Terrorismo islamico e migranti

È stato annunciato un programma di riforma strutturale con il Fondo monetario internazionale, ma non è ancora stato completato a causa dell’impossibilità di avviare serie riforme. Tutti questi sviluppi hanno portato ampi strati della popolazione a essere sempre più diffidenti nei confronti delle istituzioni statali anche prima dell’esplosione della pandemia di Covid-19. Molti giovani hanno abbracciato il terrorismo islamico, rendendo la Tunisia il primo paese per combattenti stranieri inviati in Siria.

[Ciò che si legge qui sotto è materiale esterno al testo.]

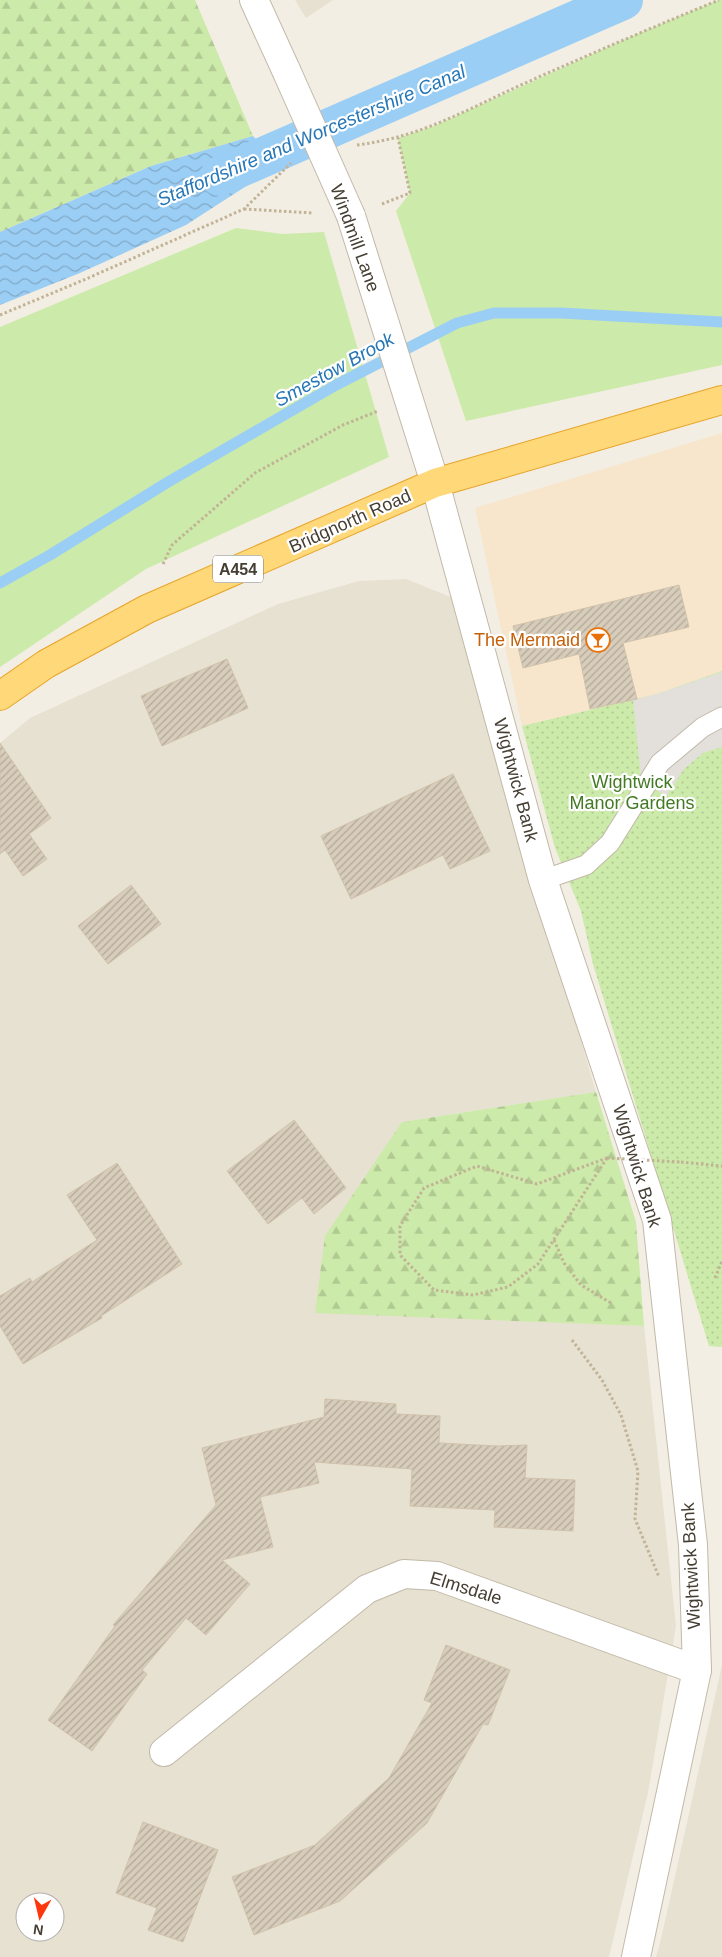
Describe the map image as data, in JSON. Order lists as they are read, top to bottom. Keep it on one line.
{"streets":{"highway":["Bridgnorth Road","A454"],"street":["Windmill Lane","Wightwick Bank","Elmsdale"]},"crossings":[["Windmill Lane","Bridgnorth Road"],["Windmill Lane","Wightwick Bank"],["Bridgnorth Road","Wightwick Bank"],["Wightwick Bank","Elmsdale"]],"water":["Staffordshire and Worcestershire Canal","Smestow Brook"],"parks":["Wightwick Manor Gardens"],"places":{"bar":["The Mermaid"]},"north":"bottom"}
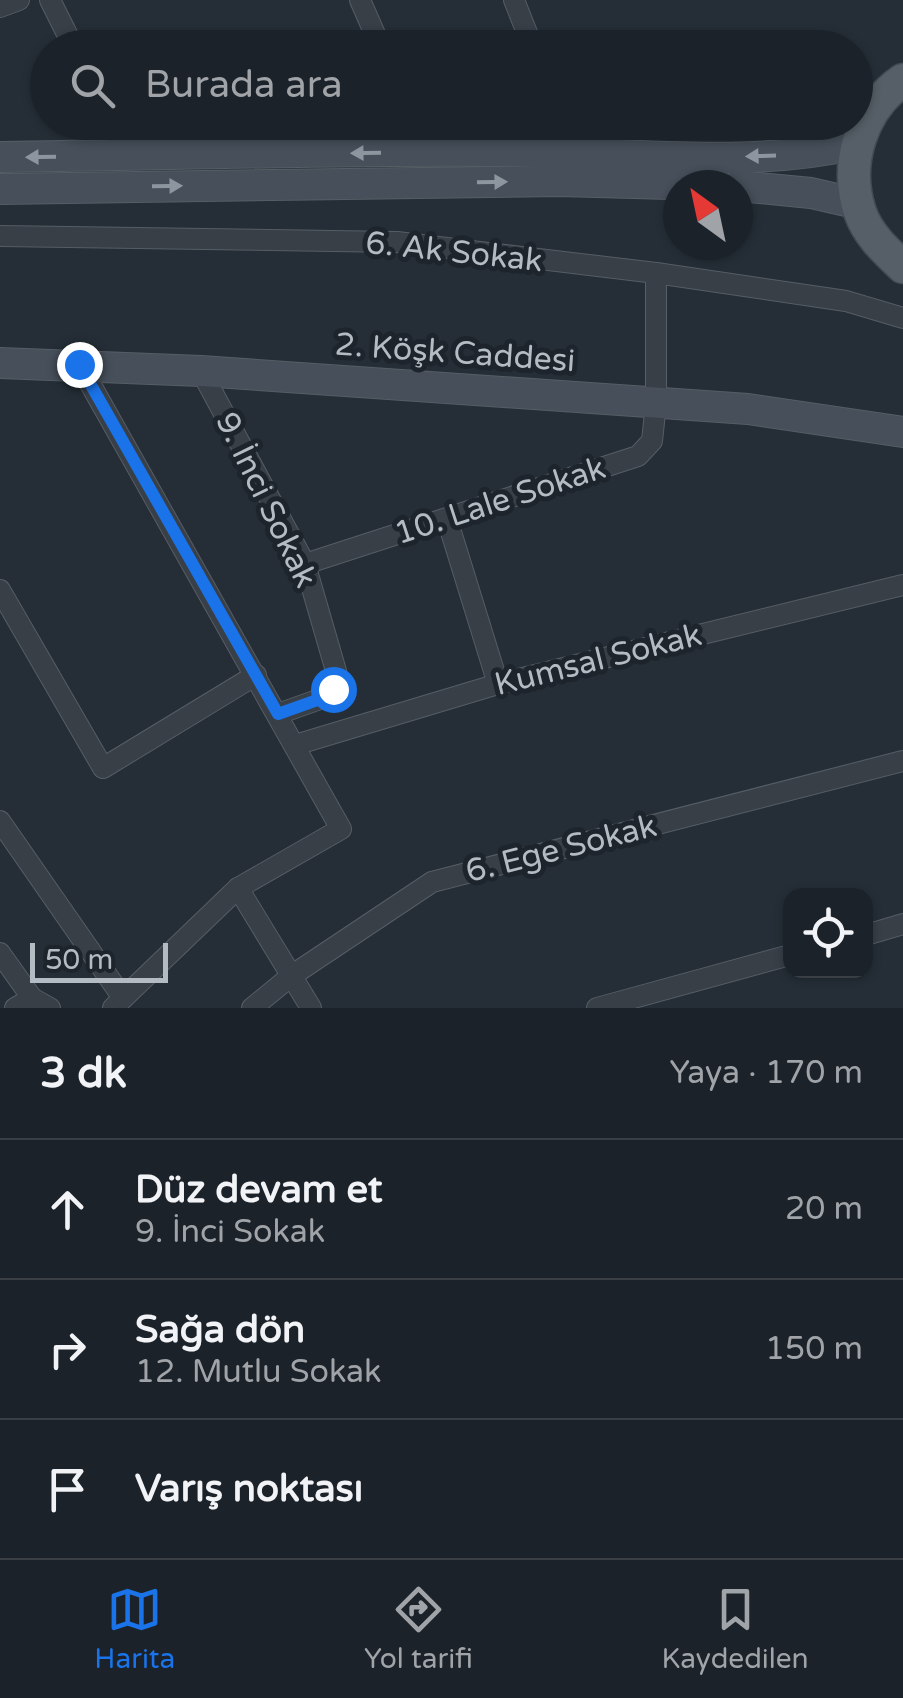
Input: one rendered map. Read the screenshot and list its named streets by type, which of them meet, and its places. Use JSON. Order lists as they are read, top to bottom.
{
  "streets": {
    "main road": ["2. Köşk Caddesi"],
    "street": [
      "6. Ak Sokak",
      "9. İnci Sokak",
      "10. Lale Sokak",
      "Kumsal Sokak",
      "6. Ege Sokak"
    ]
  },
  "crossings": [
    ["6. Ak Sokak", "10. Lale Sokak"],
    ["2. Köşk Caddesi", "9. İnci Sokak"],
    ["2. Köşk Caddesi", "10. Lale Sokak"],
    ["9. İnci Sokak", "10. Lale Sokak"]
  ],
  "scale_bar": "50 m",
  "north": "top left",
  "page": {
    "search": "Burada ara",
    "scale": "50 m",
    "heading": ["3 dk", "Yaya · 170 m"],
    "list": [
      ["Düz devam et", "9. İnci Sokak", "20 m"],
      ["Sağa dön", "12. Mutlu Sokak", "150 m"],
      "Varış noktası"
    ],
    "nav": ["Harita", "Yol tarifi", "Kaydedilen"]
  }
}
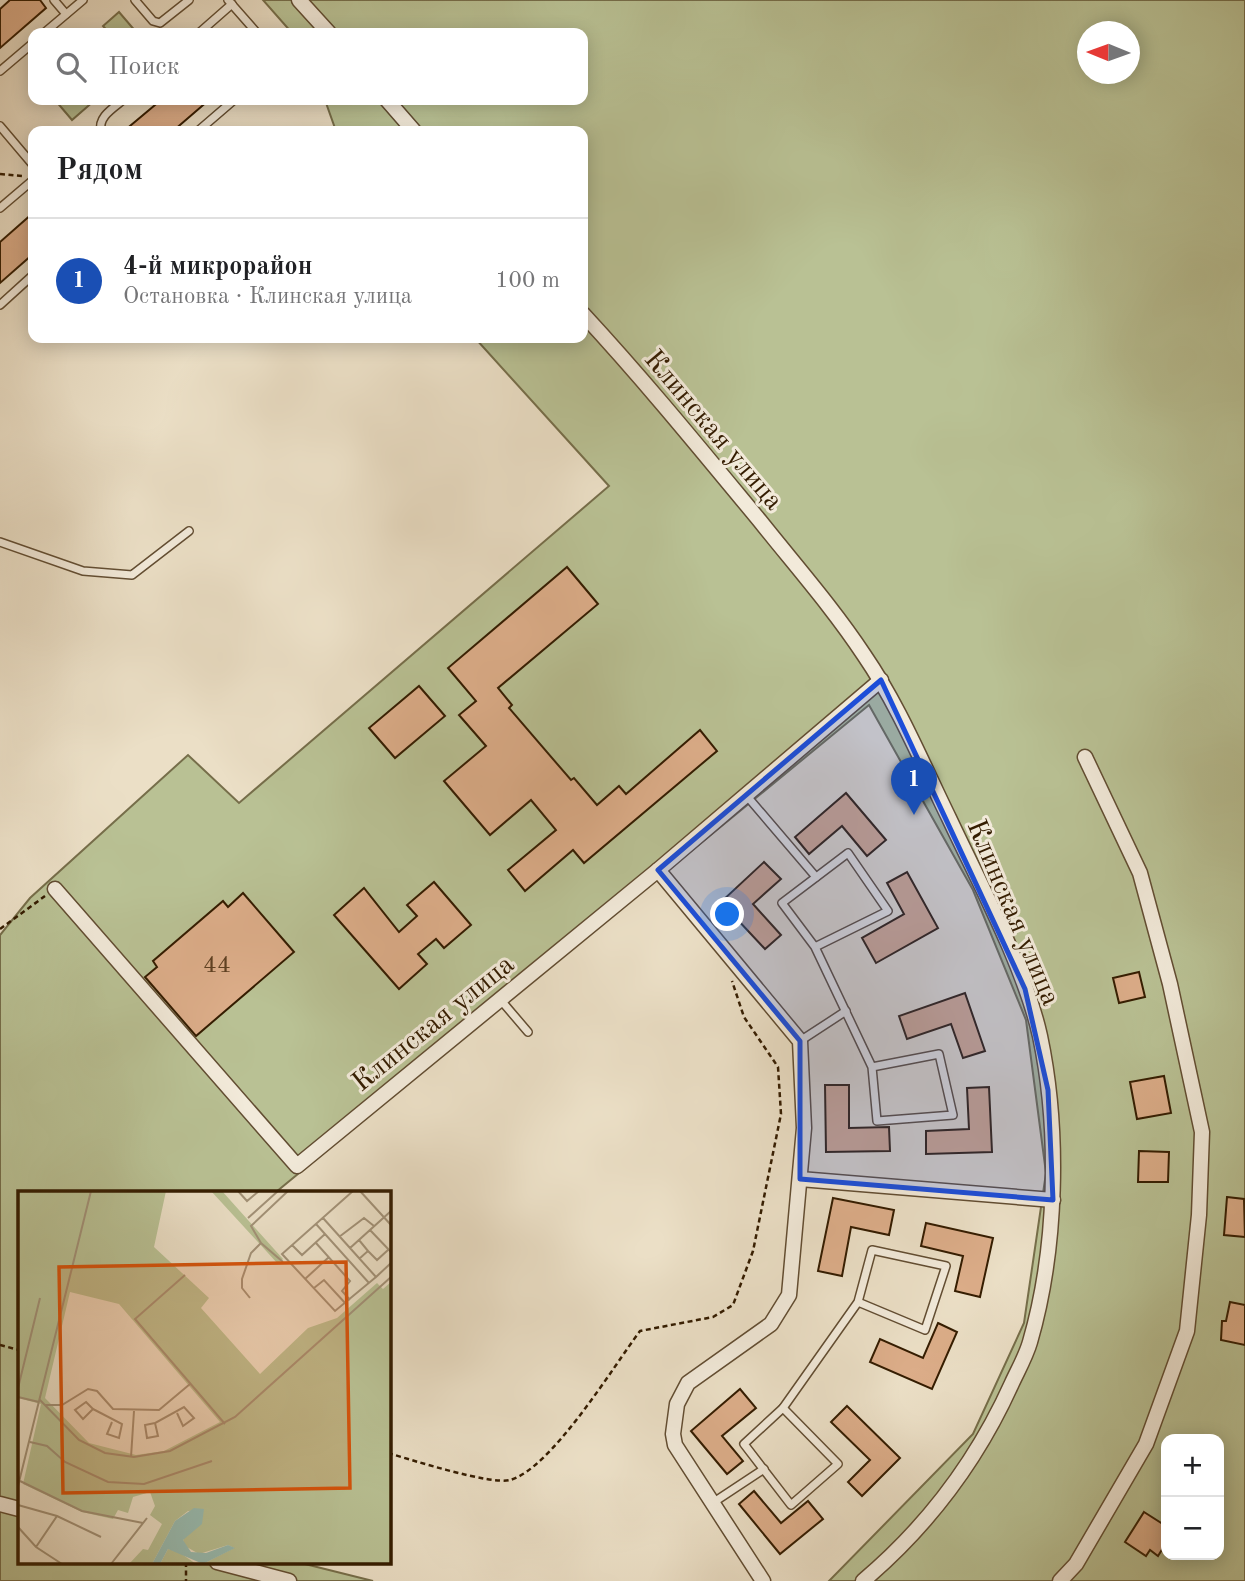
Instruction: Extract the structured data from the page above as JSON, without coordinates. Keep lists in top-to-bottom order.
{
  "streets": {
    "street": ["Клинская улица"]
  },
  "house_numbers": ["44"],
  "north": "left",
  "page": {
    "search": "Поиск",
    "heading": "Рядом",
    "list": [
      {
        "mark": "1",
        "name": "4-й микрорайон",
        "note": "Остановка · Клинская улица",
        "value": "100 m"
      }
    ],
    "pins": "1",
    "map_buttons": ["+", "−"]
  }
}
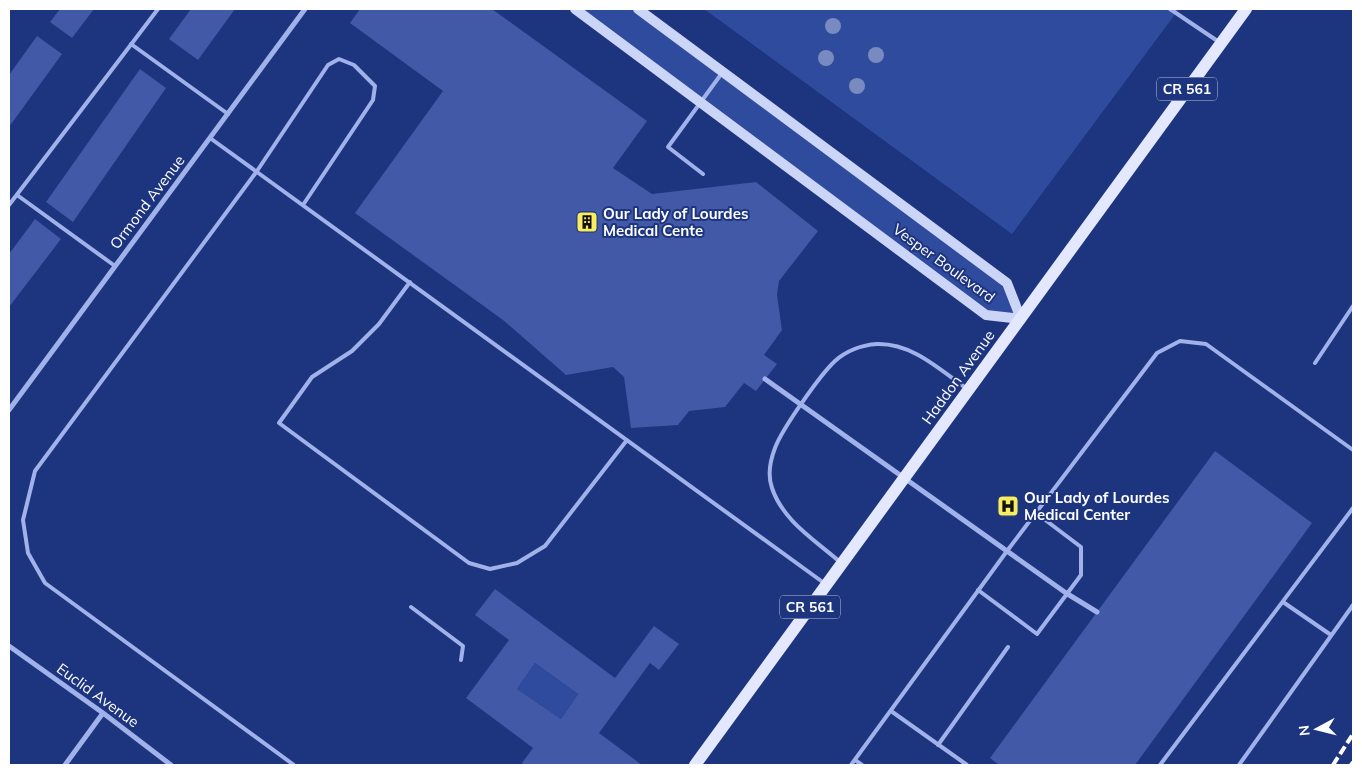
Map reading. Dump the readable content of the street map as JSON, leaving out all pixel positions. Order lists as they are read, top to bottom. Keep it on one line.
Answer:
{"streets":{"main road":["CR 561","Haddon Avenue"],"street":["Ormond Avenue","Vesper Boulevard","Euclid Avenue"]},"crossings":[["Vesper Boulevard","Haddon Avenue"]],"places":{"building":["Our Lady of Lourdes Medical Cente"],"hospital":["Our Lady of Lourdes Medical Center"]},"north":"left"}
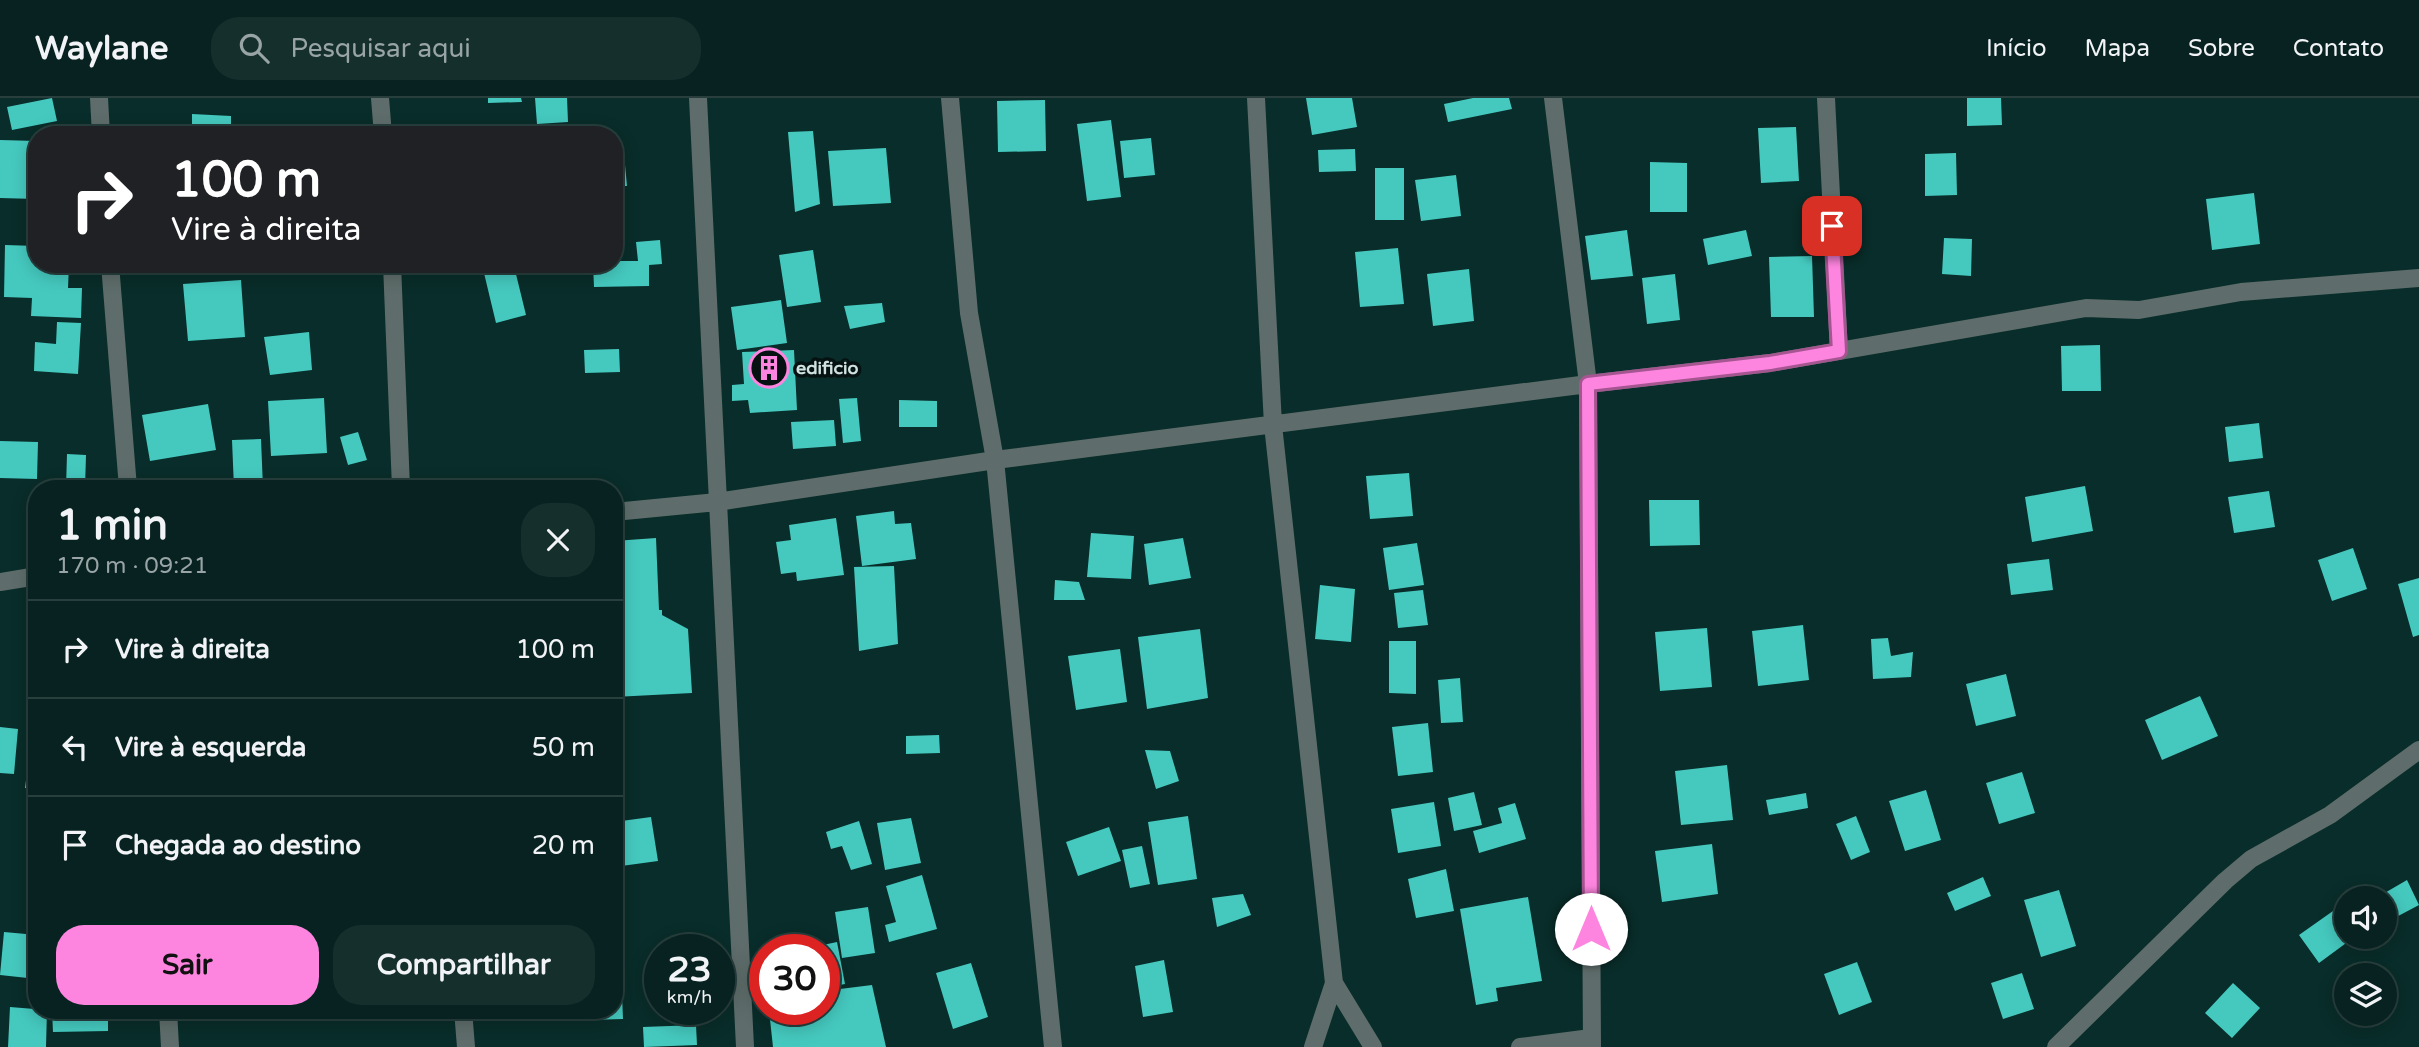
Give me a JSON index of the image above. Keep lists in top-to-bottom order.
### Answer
{
  "places": {
    "building": ["edificio"]
  },
  "page": {
    "header": "Waylane",
    "search": "Pesquisar aqui",
    "nav": [
      "Início",
      "Mapa",
      "Sobre",
      "Contato"
    ],
    "turn": ["100 m", "Vire à direita"],
    "heading": ["1 min", "170 m · 09:21"],
    "list": [
      {
        "name": "Vire à direita",
        "value": "100 m"
      },
      {
        "name": "Vire à esquerda",
        "value": "50 m"
      },
      {
        "name": "Chegada ao destino",
        "value": "20 m"
      }
    ],
    "buttons": ["Sair", "Compartilhar"],
    "speed": "23 km/h",
    "limit": "30"
  }
}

Chi non ha abbracciato la via del terrorismo si è imbarcato a bordo dei gommoni diretti verso l’Italia. Dal primo gennaio al 24 settembre 2021 sono 12.680 i tunisini sbarcati sulle nostre coste, primi per nazionalità dichiarata al momento dello sbarco. Nuove tensioni in Tunisia avranno quindi importanti ripercussioni sull’Italia che è uno dei principali partner commerciali insieme alla Francia, con una presenza sul territorio di ben 800 aziende e un interscambio bilaterale italo-tunisino che nel 2020, anno della pandemia, si è attestato attorno a 4,4 miliardi di euro, secondo dati Istat.